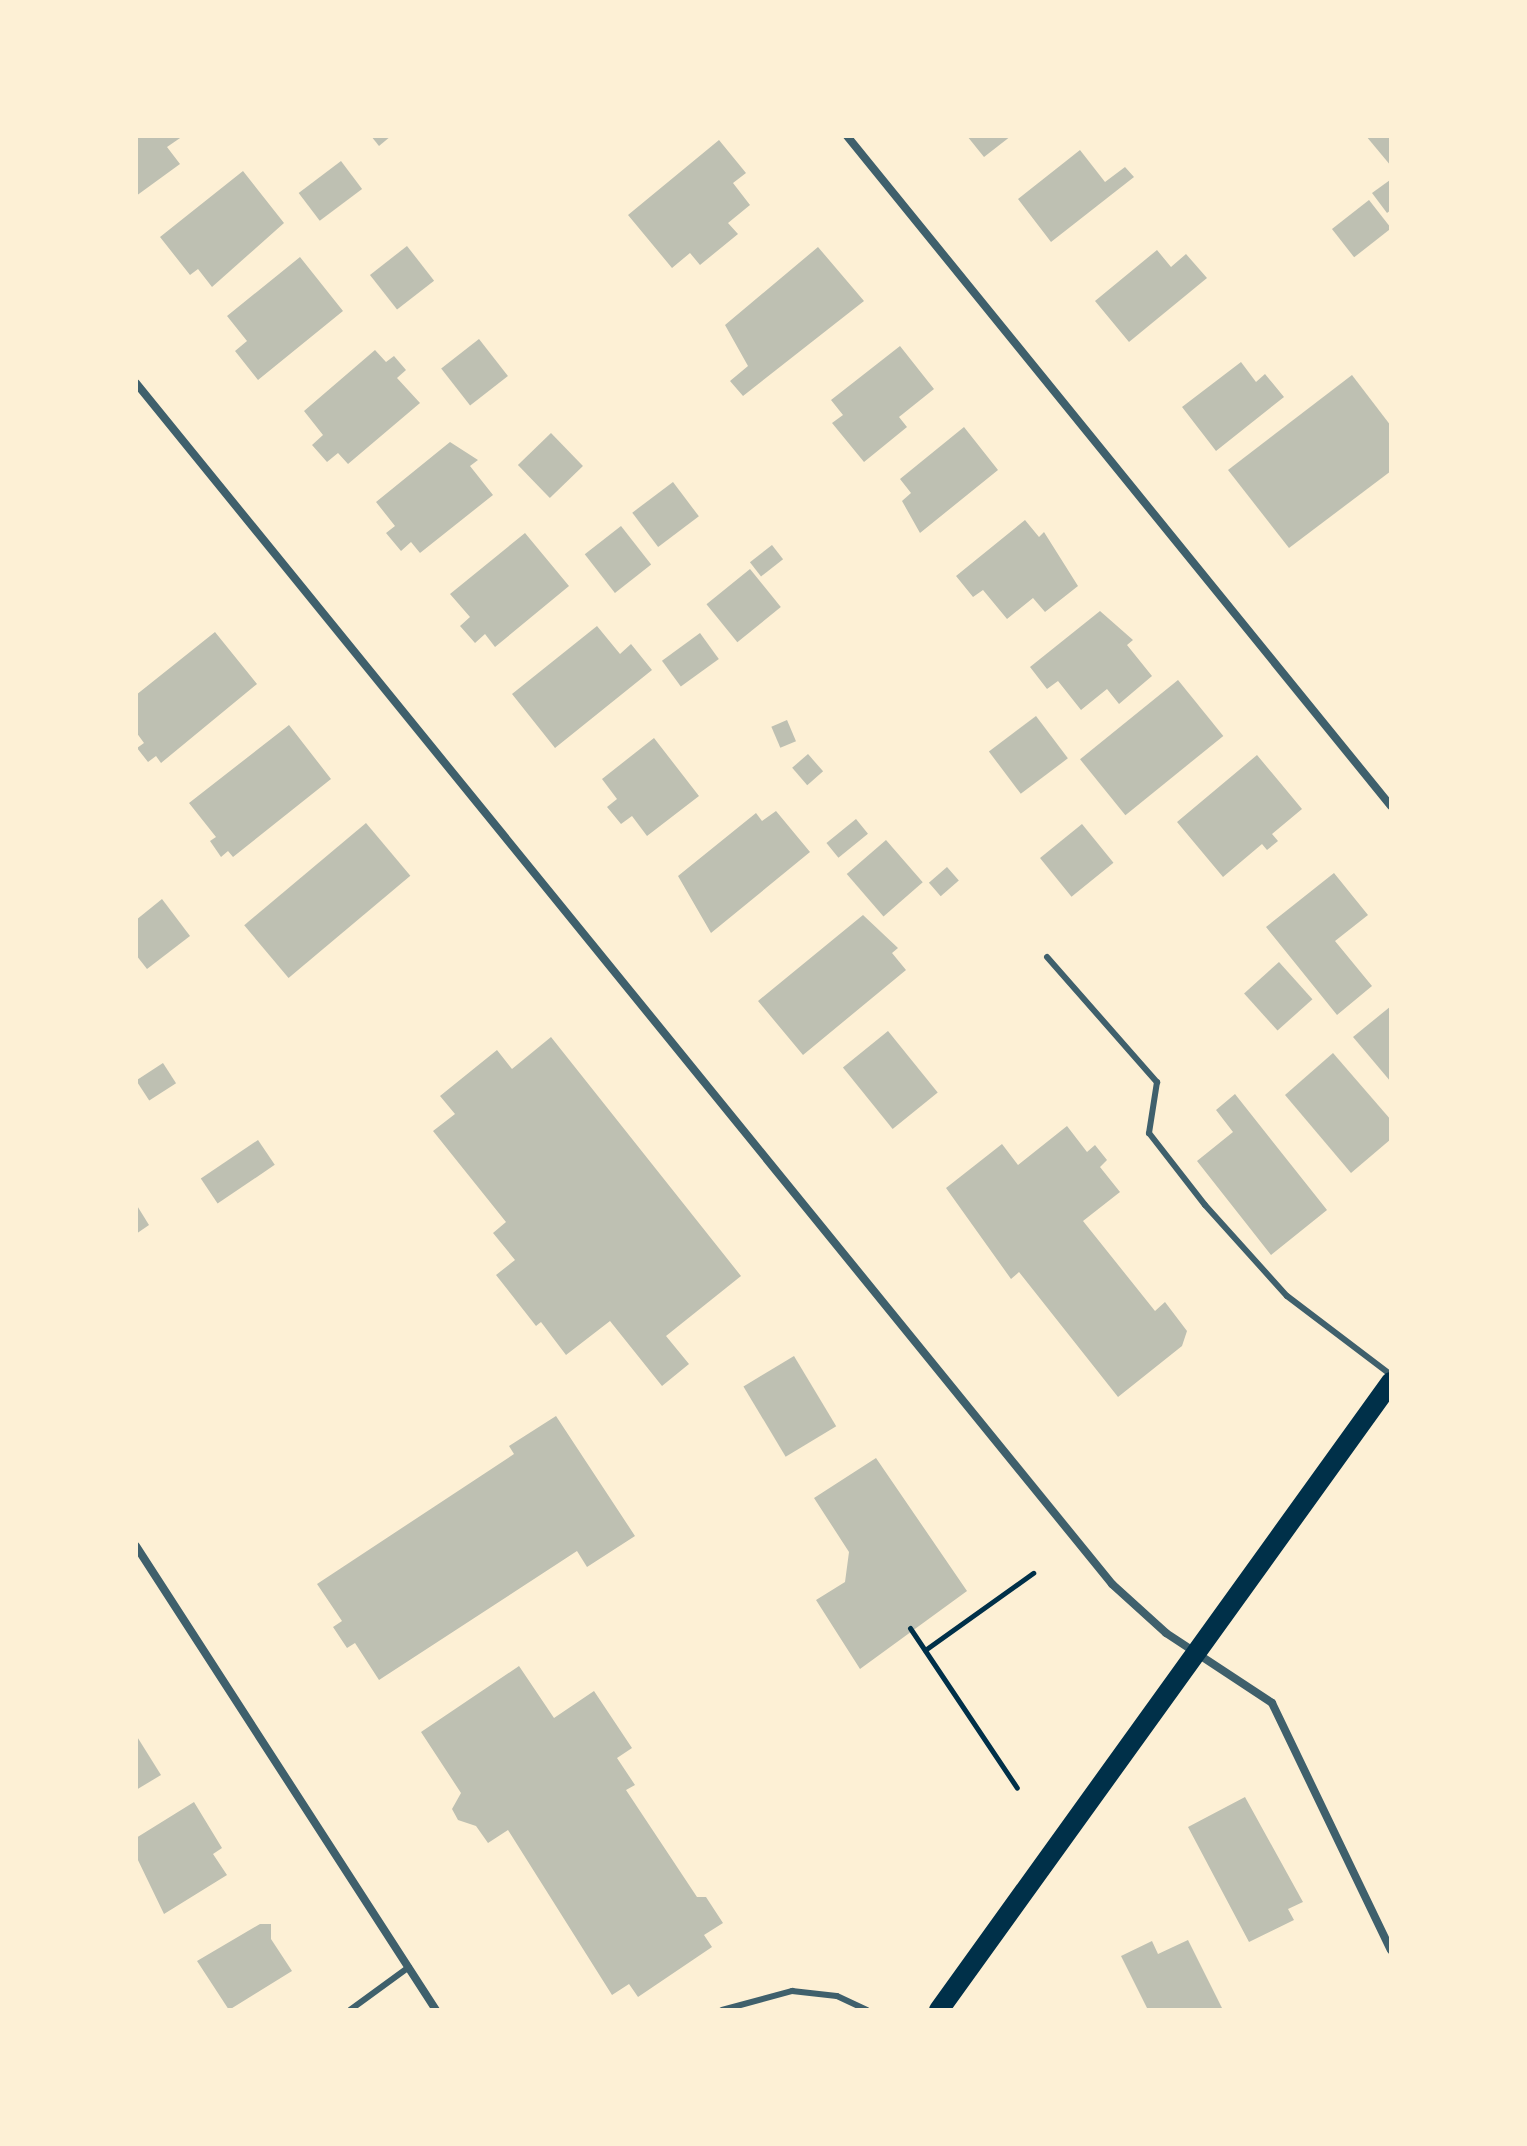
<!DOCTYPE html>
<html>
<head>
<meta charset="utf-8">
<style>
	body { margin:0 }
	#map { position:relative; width:1527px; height:2146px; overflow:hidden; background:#fdf0d5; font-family:Rubik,sans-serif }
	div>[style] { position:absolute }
	.building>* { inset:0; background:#bec0b2; transform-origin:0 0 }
	.path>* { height:5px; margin:-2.5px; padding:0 2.5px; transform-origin:2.5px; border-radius:2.5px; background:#003049 }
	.service>* { height:6px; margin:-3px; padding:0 3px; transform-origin:3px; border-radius:3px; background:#3f606c }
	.minor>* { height:8px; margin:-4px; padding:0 4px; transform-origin:4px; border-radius:4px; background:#3f606c }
	.primary>* { height:20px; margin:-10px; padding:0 10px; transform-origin:10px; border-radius:10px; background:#003049 }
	span { translate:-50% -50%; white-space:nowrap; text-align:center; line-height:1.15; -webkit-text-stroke:8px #fdf0d5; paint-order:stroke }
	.frame { position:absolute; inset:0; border:138px solid #fdf0d5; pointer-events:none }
</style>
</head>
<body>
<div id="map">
	<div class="building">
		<i style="clip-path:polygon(136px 136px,183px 136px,167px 147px,180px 164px,136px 196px)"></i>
		<i style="clip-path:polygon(371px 136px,391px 136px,379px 146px)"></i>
		<i style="clip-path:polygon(967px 136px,1011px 136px,984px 157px)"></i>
		<i style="clip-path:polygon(1366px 136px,1391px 136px,1391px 166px)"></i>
		<i style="clip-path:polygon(719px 140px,746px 173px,733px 183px,750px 205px,728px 223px,738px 234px,700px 265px,690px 253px,672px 268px,628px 215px)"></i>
		<i style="clip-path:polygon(1080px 150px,1105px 182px,1125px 167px,1134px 177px,1051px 242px,1018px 199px)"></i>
		<i style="left:341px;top:161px;width:35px;height:53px;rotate:53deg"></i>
		<i style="clip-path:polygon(243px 171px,284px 223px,212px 287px,198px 269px,190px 275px,160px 237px)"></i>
		<i style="clip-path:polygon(1390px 180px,1391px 210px,1387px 213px,1372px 193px)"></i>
		<i style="left:1369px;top:200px;width:36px;height:47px;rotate:52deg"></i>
		<i style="left:407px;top:246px;width:44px;height:47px;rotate:52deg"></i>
		<i style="clip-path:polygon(818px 247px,864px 301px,743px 396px,730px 381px,748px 366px,725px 325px)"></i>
		<i style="clip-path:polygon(1157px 250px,1171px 267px,1186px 254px,1207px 278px,1129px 342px,1095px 301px)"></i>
		<i style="clip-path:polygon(300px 257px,343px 311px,258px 380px,235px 351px,247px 341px,227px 316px)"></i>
		<i style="left:479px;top:339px;width:47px;height:48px;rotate:52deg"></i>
		<i style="clip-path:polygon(900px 346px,934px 389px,899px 417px,907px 427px,864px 462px,832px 423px,843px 415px,831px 400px)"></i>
		<i style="clip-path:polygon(375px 350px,386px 362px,394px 356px,406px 370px,397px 378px,420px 403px,348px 464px,338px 453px,327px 462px,312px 445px,323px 435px,304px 411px)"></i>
		<i style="clip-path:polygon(1241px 362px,1256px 382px,1265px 374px,1284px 397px,1216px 451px,1182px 407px)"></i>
		<i style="clip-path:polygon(1352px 375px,1391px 426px,1391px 471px,1289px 548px,1228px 470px)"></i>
		<i style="clip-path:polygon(964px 427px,998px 470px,920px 533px,902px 501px,911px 493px,900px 479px)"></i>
		<i style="left:551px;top:433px;width:46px;height:46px;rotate:46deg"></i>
		<i style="clip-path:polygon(450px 442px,478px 460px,470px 466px,493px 495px,420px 553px,411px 542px,401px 551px,386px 533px,395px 526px,376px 502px)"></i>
		<i style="left:673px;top:482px;width:43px;height:51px;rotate:53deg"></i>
		<i style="clip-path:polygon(1025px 520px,1039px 537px,1044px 532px,1078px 586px,1045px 612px,1033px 598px,1007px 619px,983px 590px,973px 597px,956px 576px)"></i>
		<i style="left:621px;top:526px;width:49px;height:46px;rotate:52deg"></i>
		<i style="clip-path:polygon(525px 533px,569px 586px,495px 647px,485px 634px,475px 643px,460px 626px,470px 617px,450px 594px)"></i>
		<i style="left:772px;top:545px;width:18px;height:28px;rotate:52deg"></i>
		<i style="left:750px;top:569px;width:49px;height:56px;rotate:51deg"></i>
		<i style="clip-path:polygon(1100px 611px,1133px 640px,1127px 645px,1152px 676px,1119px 704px,1107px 689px,1081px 710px,1058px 681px,1047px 689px,1030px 667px)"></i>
		<i style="clip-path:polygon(597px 626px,620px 654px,631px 644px,652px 670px,555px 748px,512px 694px)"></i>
		<i style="clip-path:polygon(215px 632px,257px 684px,161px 763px,156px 756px,148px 762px,137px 748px,144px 743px,136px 732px,136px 695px)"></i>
		<i style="left:700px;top:633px;width:32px;height:47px;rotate:54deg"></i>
		<i style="left:1178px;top:680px;width:72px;height:126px;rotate:51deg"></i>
		<i style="left:1036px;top:716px;width:53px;height:59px;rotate:53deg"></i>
		<i style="left:787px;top:720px;width:23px;height:17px;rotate:67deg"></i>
		<i style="clip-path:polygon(289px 725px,331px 779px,233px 857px,228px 851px,221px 857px,210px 841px,216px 837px,189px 803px)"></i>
		<i style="clip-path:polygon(654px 738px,699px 796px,647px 836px,632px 816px,621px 824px,607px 807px,617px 799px,602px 779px)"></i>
		<i style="left:808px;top:754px;width:23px;height:21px;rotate:49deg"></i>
		<i style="clip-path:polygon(1257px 755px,1302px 809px,1272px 834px,1278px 841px,1267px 850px,1262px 844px,1223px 877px,1177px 822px)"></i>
		<i style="clip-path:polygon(776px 811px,810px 852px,711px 933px,678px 876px,756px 813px,762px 821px)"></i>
		<i style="left:856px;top:819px;width:19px;height:38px;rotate:51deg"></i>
		<i style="left:366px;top:823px;width:69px;height:159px;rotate:50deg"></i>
		<i style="left:1082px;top:824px;width:50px;height:54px;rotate:51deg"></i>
		<i style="left:886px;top:840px;width:56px;height:52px;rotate:49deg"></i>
		<i style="left:947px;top:867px;width:18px;height:24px;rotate:49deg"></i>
		<i style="clip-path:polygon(1334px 873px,1368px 915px,1335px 941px,1372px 986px,1337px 1015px,1266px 927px)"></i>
		<i style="clip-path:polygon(162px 899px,190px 936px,147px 969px,136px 955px,136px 920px)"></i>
		<i style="clip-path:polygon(863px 915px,898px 948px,892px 953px,906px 970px,803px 1055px,758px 1001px)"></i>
		<i style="left:1279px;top:962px;width:50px;height:47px;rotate:48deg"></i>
		<i style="clip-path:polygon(1391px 1006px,1391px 1082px,1353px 1037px)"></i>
		<i style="left:888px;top:1031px;width:79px;height:58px;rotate:51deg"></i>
		<i style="clip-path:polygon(551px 1037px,741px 1276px,666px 1336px,689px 1364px,662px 1386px,610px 1321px,566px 1355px,541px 1322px,536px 1326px,496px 1275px,515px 1260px,493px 1233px,506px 1222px,433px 1131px,455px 1114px,440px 1096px,497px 1050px,512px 1069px)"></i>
		<i style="clip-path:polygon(1333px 1053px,1391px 1120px,1391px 1139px,1351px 1173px,1285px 1095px)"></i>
		<i style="left:163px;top:1063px;width:24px;height:32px;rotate:57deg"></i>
		<i style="clip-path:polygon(1235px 1094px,1327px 1210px,1271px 1255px,1197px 1161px,1233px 1132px,1216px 1110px)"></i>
		<i style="clip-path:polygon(1067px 1126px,1087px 1152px,1095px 1145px,1107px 1160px,1100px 1167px,1120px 1192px,1083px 1221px,1155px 1311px,1165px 1302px,1187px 1331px,1182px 1346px,1118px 1397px,1019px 1272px,1011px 1279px,946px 1188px,1002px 1144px,1018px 1165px)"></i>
		<i style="left:258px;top:1140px;width:30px;height:69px;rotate:56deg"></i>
		<i style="clip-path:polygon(136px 1204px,149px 1225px,136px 1234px)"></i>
		<i style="left:794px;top:1356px;width:82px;height:59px;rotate:59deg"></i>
		<i style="clip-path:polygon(556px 1416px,635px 1536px,587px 1567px,577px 1551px,379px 1680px,355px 1643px,347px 1648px,333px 1627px,342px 1621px,317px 1584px,514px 1454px,509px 1446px)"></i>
		<i style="clip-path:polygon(876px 1458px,967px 1591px,860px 1669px,816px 1600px,845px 1582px,849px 1552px,814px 1498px)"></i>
		<i style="clip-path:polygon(519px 1666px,554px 1718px,594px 1691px,632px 1748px,617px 1758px,635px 1785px,626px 1790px,697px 1897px,706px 1897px,723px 1923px,704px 1935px,712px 1947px,638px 1997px,629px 1984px,612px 1995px,508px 1830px,488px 1843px,476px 1826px,458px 1820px,452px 1809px,461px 1793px,421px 1732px)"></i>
		<i style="clip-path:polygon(136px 1735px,161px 1775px,136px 1790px)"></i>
		<i style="clip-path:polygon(1245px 1797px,1303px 1902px,1288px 1909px,1294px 1920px,1249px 1942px,1188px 1827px)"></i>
		<i style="clip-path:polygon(194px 1802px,222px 1848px,213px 1854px,227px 1875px,164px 1914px,136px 1856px,136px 1838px)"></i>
		<i style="clip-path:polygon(260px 1924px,271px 1924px,271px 1939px,292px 1971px,229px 2010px,197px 1961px)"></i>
		<i style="clip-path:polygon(1188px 1940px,1223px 2010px,1148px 2010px,1121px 1956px,1152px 1941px,1158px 1954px)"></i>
	</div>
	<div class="path">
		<i style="left:910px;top:1628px;width:192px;rotate:56.2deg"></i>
		<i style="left:925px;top:1650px;width:133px;rotate:-35.5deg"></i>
	</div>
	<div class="service">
		<i style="left:1047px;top:957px;width:167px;rotate:48.7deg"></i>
		<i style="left:1157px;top:1082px;width:52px;rotate:98.9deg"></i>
		<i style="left:1149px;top:1133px;width:91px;rotate:52.1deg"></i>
		<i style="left:1205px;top:1205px;width:122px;rotate:48deg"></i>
		<i style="left:1287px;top:1296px;width:131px;rotate:37.2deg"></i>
		<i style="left:350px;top:2010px;width:73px;rotate:-36.1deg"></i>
		<i style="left:722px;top:2010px;width:73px;rotate:-15.2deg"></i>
		<i style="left:792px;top:1991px;width:45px;rotate:6.3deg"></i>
		<i style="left:837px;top:1996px;width:33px;rotate:25deg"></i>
	</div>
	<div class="minor">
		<i style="left:847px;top:136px;width:863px;rotate:50.93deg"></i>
		<i style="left:136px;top:383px;width:1548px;rotate:50.9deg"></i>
		<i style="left:1112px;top:1584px;width:73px;rotate:42.2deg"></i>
		<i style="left:1166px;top:1633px;width:127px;rotate:33.4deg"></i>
		<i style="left:1272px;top:1703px;width:274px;rotate:64.3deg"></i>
		<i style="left:136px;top:1546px;width:553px;rotate:57.12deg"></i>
	</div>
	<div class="primary">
		<i style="left:939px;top:2010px;width:774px;rotate:-54.26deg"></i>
	</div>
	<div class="frame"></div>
</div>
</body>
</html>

• **Required action**: In the answer, give only the lines from the top of the data above through the line with "height:6px; margin:-3px; padding:0", reproduced exactly; no picture may appear.

• **Exercise answer**:
<!DOCTYPE html>
<html>
<head>
<meta charset="utf-8">
<style>
	body { margin:0 }
	#map { position:relative; width:1527px; height:2146px; overflow:hidden; background:#fdf0d5; font-family:Rubik,sans-serif }
	div>[style] { position:absolute }
	.building>* { inset:0; background:#bec0b2; transform-origin:0 0 }
	.path>* { height:5px; margin:-2.5px; padding:0 2.5px; transform-origin:2.5px; border-radius:2.5px; background:#003049 }
	.service>* { height:6px; margin:-3px; padding:0 3px; transform-origin:3px; border-radius:3px; background:#3f606c }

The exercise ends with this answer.